Queries take way too long for processing sometimes days and return no result

Problem Description:

We are using mongoDB Community Version 4.0.14 version as our database.
HW sizing is 16 core CPU, 32 GB RAM and 1 TB HDD.
We have data stored in two collections coll_A ( from collection - 2GB) and coll_B (to collection 5 GB) on a single node mongodb server,
We have to join these two collection based on certain predefined conditions and out the data in third collection coll_result.

Appropriate Indexes are build on both the collections.
Each of the collection contains millions of records and we use the following pipeline stages to out the result records.
#1. $match runID (job id)
#2. $redact on multiple and / or conditions filter initial data and keep relevant
#3. $lookup on multiple and / or conditions join on the second collection
#4. $unwind result
#5. $redact on multiple and / or conditions filter all the data
#6. $match specific condition for system from which the data is polled. ( Data is polled from multiple downstream systems)
#7. $addFields
#8. $project
#9. $project with cursor - batchsize 50 , allowDiskUse: true

We have a few observations:

  1. There happens to be a cartesian product of the records from both the collections at stage #3 $lookup.
  2. After this lookup indexes are not applied on the resultant data.
  3. This operation essentially uses all the CPU processing power of 16 core CPU.
  4. HDD and SDD makes no difference on i/o operation resultant time.
  5. Altering cursor batch size has no impact on the processing.

Some time it takes more the 3 to 6 hours to get the output.
As the data in coll_A , coll_B increases the time keeps on increasing.

Need guidance for how to resolve the long query time problem.

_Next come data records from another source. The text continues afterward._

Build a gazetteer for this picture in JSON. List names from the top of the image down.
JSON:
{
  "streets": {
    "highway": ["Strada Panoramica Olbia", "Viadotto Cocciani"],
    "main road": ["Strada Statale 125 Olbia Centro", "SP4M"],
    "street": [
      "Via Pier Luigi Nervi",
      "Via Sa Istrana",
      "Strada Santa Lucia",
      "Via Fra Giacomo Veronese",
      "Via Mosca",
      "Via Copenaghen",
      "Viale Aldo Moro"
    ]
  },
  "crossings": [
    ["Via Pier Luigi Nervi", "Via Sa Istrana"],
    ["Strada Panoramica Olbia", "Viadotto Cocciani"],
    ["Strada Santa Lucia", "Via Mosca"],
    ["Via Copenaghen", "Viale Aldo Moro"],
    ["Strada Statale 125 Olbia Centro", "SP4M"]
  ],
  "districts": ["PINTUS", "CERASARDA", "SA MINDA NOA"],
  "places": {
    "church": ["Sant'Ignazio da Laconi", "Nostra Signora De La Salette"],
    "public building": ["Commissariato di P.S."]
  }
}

Sample aggregation pipeline

Thanks & Regards

1 Like

Hi @Ranjit_Kolte, welcome!

You could try to simplify the multiple $or on stage #2. For example, it could be written similarly as:

$cond: [ 
    { $or: [ 
        { $eq:[ "$Masterid", "" ]}, 
        { $eq:[ "$VKORG", "" ]}, 
        { $eq:[ "$VTWEG", "" ]}, 
        { $eq:[ "$SPART", "" ]}, 
        { $eq:[ "$KUNNR", "" ]}, 
        { $eq:[ "$VBELN", "" ]}, 
        { $eq:[ "$POSNR", "" ]}, 
        { $eq:[ "$UDATE", "" ]} 
"$$PRUNE", "$$KEEP" ]

Similarly in the other parts of the pipeline. For example, in the $lookup pipeline match you could simplify the nested $and as well. Looking at the $lookup stage it looks like it could benefit from a single reference field. This should simplify matching ~12 fields into one field.
Also, the $cond on stage #7 is likely redundant, as on stage #6, the $match should already filtered cases for the null condition.

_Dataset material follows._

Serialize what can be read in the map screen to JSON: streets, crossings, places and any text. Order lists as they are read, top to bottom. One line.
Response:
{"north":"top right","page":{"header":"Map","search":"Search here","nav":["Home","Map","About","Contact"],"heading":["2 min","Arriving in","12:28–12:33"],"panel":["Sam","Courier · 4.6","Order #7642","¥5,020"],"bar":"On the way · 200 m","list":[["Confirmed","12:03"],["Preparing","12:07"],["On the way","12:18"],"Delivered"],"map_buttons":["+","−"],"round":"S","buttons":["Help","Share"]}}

Having said all the above, I’d recommend to reconsider the schema of the collections. Especially to look for ways to remove the double $redact stages, and potentially simplifying/eliminating the $lookup stage. Please see Building With Patterns: A Summary to see how different schema patterns may be suitable for your use case.

I would also suggest to use explain to view detailed information regarding the execution plan of the aggregation pipeline. This should help you to create the appropriate indexes. See also Return Information on Aggregation Pipeline operation.


1 Like

This topic was automatically closed 5 days after the last reply. New replies are no longer allowed.